▸ **Task details**
Each line of the listing where the string "boxes" appears is to be identified and copied.

▸ **Records shown**
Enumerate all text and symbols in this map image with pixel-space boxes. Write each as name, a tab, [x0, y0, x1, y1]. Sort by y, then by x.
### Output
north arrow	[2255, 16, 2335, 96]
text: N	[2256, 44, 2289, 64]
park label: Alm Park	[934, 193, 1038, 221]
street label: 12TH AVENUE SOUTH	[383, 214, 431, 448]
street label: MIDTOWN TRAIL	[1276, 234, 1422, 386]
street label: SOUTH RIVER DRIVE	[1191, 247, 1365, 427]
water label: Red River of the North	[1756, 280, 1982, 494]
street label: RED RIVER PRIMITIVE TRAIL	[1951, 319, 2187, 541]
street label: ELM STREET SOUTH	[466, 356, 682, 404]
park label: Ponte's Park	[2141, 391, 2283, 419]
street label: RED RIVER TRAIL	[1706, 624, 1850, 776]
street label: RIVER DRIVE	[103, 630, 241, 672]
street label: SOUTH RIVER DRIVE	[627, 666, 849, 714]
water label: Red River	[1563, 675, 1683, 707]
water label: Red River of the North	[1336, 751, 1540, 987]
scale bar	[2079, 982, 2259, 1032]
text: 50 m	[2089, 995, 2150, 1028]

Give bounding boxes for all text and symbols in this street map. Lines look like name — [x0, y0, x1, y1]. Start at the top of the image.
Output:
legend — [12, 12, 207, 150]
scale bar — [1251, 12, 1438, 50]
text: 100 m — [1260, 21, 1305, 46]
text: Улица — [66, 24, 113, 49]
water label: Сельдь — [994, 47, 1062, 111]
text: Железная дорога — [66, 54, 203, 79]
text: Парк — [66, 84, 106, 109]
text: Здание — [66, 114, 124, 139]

▸ **Response area**
Enumerate all text and symbols in this map image with pixel-space boxes. Write each as name, a tab, [x0, y0, x1, y1]. Sort by y, then by x.
Give bounding boxes for all text and symbols in this street map. Lines look like name — [x0, y0, x1, y1]. Start at the top of the image.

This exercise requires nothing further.